STORED DATA →
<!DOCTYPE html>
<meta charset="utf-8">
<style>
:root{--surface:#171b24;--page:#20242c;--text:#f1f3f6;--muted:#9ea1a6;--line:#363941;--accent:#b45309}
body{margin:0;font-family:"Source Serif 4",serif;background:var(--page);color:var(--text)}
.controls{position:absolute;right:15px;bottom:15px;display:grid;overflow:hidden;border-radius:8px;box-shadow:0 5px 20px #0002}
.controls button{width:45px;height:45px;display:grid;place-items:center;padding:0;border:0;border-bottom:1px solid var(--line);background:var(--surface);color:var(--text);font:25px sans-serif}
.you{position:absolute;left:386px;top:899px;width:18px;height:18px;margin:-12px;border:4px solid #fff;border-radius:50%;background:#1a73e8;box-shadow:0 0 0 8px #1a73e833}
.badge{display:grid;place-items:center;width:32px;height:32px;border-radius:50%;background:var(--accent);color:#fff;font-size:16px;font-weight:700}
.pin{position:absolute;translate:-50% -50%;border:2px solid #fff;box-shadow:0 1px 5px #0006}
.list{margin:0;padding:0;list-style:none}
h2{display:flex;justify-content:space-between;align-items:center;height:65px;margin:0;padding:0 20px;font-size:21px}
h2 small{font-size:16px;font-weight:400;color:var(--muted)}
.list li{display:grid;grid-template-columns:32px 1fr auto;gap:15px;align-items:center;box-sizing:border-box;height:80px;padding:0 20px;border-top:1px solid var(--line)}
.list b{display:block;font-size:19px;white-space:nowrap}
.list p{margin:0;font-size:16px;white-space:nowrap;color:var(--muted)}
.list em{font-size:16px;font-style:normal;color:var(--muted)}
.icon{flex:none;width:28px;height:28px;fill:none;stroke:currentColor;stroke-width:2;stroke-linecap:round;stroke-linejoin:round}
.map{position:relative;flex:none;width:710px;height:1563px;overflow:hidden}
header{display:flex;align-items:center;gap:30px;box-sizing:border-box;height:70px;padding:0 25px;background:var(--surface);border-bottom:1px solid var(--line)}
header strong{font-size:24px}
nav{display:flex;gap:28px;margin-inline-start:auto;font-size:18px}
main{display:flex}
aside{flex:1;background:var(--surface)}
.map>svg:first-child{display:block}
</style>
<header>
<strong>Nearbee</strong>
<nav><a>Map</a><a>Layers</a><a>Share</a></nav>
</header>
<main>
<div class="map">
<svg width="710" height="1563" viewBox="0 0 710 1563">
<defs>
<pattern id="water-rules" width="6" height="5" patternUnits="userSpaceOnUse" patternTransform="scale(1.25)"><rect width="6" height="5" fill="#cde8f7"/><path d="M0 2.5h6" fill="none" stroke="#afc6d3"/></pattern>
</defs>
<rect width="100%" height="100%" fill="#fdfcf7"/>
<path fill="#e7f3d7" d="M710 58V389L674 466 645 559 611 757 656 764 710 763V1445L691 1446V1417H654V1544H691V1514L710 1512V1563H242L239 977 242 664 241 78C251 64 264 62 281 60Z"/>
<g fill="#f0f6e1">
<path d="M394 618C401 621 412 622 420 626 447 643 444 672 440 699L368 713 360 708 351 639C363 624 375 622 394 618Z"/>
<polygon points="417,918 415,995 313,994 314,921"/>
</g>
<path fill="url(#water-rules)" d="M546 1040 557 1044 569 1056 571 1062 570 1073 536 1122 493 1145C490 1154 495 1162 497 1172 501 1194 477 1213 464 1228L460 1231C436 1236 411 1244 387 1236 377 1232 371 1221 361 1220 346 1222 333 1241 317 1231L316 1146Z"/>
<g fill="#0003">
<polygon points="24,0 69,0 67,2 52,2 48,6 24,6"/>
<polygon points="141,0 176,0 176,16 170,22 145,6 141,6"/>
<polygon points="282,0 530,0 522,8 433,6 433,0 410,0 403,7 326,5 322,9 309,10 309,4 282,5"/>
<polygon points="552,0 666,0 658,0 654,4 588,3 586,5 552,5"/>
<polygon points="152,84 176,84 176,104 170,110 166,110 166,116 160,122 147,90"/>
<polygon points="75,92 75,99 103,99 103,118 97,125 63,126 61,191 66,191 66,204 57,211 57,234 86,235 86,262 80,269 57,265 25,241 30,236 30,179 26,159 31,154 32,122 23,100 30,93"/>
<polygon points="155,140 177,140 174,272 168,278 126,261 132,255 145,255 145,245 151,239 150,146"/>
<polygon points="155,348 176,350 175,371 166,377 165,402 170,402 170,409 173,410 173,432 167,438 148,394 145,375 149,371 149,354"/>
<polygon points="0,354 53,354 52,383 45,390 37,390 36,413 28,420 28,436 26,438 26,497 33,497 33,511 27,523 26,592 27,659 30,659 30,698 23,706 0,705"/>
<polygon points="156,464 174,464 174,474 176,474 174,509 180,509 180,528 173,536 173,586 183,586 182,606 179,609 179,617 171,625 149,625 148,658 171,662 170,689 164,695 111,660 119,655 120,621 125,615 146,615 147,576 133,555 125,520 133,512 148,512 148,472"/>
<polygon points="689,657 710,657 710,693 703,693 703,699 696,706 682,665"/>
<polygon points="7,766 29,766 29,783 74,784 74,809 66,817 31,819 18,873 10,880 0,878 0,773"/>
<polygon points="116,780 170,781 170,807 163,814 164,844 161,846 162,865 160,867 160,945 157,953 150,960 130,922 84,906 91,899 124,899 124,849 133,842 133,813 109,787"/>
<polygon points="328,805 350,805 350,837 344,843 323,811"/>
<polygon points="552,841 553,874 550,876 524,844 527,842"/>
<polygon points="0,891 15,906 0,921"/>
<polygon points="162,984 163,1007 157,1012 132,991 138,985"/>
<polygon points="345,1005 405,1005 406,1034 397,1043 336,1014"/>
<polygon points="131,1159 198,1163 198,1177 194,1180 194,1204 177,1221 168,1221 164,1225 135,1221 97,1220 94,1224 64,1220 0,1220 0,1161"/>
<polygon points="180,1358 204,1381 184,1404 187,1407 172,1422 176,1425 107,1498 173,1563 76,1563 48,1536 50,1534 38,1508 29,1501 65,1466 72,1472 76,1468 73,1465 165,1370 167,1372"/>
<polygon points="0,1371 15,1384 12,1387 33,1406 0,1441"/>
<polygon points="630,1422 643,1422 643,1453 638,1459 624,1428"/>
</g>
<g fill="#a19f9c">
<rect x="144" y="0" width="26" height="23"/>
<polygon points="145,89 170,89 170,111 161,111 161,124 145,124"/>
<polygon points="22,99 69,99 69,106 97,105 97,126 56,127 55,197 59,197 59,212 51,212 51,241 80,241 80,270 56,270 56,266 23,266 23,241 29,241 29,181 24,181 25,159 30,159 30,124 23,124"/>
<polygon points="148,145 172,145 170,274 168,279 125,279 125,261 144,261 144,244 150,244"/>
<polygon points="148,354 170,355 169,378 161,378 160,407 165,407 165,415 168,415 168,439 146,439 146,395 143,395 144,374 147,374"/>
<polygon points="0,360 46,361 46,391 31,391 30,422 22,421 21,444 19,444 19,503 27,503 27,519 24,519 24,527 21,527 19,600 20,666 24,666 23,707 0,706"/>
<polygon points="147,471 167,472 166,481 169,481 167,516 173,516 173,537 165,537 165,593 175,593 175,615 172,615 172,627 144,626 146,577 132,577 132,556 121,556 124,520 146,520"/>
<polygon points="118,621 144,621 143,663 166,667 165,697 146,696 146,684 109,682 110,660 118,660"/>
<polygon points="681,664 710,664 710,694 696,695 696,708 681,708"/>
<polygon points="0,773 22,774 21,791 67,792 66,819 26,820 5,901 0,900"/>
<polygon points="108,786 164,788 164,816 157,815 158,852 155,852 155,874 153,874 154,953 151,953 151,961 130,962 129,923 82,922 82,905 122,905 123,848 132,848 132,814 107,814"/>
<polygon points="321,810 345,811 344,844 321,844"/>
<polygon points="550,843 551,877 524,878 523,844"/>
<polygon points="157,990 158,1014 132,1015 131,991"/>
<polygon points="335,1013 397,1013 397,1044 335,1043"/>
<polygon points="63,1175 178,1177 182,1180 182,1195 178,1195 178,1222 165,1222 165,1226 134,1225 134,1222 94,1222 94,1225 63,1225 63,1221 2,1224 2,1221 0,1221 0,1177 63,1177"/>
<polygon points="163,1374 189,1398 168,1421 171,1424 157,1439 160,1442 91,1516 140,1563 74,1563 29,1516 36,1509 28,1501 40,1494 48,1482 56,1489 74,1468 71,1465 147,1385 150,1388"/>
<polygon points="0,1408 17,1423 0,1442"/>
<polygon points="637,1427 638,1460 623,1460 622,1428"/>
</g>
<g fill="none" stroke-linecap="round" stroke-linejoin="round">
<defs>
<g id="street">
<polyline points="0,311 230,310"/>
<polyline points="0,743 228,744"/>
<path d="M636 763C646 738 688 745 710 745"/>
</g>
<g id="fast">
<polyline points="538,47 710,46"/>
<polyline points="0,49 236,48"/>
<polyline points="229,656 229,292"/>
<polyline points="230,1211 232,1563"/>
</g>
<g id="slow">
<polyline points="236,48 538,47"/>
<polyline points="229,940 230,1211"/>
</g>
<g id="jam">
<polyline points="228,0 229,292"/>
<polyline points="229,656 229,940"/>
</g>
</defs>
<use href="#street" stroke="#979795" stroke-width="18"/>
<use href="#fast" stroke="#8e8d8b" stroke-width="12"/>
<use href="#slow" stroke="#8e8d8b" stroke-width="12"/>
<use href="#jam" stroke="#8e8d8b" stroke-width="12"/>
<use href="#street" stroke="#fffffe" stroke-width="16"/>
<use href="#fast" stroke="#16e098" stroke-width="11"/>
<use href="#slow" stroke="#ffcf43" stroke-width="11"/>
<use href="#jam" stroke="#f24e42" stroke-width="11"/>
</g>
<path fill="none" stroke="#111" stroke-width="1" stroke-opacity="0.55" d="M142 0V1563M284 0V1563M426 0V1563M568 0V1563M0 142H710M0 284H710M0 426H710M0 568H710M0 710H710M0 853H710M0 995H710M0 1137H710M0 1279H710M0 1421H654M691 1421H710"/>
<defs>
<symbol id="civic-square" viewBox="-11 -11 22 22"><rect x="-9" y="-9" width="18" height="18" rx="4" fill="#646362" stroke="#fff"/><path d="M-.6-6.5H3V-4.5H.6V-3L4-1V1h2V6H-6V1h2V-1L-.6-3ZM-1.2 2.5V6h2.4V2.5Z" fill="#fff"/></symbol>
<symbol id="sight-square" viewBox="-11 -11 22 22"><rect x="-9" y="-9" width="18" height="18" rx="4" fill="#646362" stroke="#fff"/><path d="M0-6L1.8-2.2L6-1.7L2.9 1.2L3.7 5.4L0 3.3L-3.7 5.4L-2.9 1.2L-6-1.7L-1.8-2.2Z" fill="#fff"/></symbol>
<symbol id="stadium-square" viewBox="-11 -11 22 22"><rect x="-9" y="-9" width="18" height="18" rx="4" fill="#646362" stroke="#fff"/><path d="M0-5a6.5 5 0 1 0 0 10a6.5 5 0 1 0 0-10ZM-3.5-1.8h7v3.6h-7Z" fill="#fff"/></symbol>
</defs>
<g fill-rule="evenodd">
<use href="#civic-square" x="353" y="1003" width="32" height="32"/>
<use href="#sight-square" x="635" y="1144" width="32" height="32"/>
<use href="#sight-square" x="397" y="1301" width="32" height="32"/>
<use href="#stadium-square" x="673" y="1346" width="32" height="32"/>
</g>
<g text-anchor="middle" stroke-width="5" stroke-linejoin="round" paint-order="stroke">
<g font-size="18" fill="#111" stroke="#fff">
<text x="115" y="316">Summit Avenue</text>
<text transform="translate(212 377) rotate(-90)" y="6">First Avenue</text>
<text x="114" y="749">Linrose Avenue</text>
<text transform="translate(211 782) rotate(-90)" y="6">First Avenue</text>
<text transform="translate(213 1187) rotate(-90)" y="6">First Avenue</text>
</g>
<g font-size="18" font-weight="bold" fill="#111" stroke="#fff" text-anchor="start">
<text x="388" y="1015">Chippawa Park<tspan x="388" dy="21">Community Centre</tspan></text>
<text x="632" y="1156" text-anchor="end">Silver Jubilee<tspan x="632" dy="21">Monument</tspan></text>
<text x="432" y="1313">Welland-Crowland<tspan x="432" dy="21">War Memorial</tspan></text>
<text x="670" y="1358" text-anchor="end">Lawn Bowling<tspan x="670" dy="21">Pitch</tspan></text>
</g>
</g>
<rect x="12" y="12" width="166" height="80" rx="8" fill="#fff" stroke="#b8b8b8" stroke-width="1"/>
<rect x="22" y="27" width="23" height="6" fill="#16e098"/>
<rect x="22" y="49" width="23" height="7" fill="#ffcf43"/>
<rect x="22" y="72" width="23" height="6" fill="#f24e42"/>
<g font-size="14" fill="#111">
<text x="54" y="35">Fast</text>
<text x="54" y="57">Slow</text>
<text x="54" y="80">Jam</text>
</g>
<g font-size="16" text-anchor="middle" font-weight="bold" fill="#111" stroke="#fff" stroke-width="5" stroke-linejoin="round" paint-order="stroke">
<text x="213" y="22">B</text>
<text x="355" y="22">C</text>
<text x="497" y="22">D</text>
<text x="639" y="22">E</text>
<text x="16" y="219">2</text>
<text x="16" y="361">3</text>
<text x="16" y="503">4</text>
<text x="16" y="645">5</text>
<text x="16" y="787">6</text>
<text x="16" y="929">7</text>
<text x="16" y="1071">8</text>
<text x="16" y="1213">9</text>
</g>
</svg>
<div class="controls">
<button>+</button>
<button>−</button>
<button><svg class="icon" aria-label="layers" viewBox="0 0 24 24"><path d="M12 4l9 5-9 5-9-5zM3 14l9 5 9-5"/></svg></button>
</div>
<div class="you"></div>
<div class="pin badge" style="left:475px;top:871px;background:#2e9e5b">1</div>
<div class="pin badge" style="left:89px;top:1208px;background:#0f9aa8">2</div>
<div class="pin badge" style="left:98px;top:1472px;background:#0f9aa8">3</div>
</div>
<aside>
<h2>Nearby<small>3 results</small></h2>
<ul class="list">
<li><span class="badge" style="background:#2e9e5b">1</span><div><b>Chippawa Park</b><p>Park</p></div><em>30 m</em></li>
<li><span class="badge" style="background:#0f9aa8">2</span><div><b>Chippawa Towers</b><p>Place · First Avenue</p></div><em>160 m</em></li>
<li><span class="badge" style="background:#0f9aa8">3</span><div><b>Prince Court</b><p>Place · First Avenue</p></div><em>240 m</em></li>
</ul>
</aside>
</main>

TASK TO COMPLETE → Some lines contain the word "linecap". Pull each one out of the listing.

PROBLEM SOLUTION →
.icon{flex:none;width:28px;height:28px;fill:none;stroke:currentColor;stroke-width:2;stroke-linecap:round;stroke-linejoin:round}
<g fill="none" stroke-linecap="round" stroke-linejoin="round">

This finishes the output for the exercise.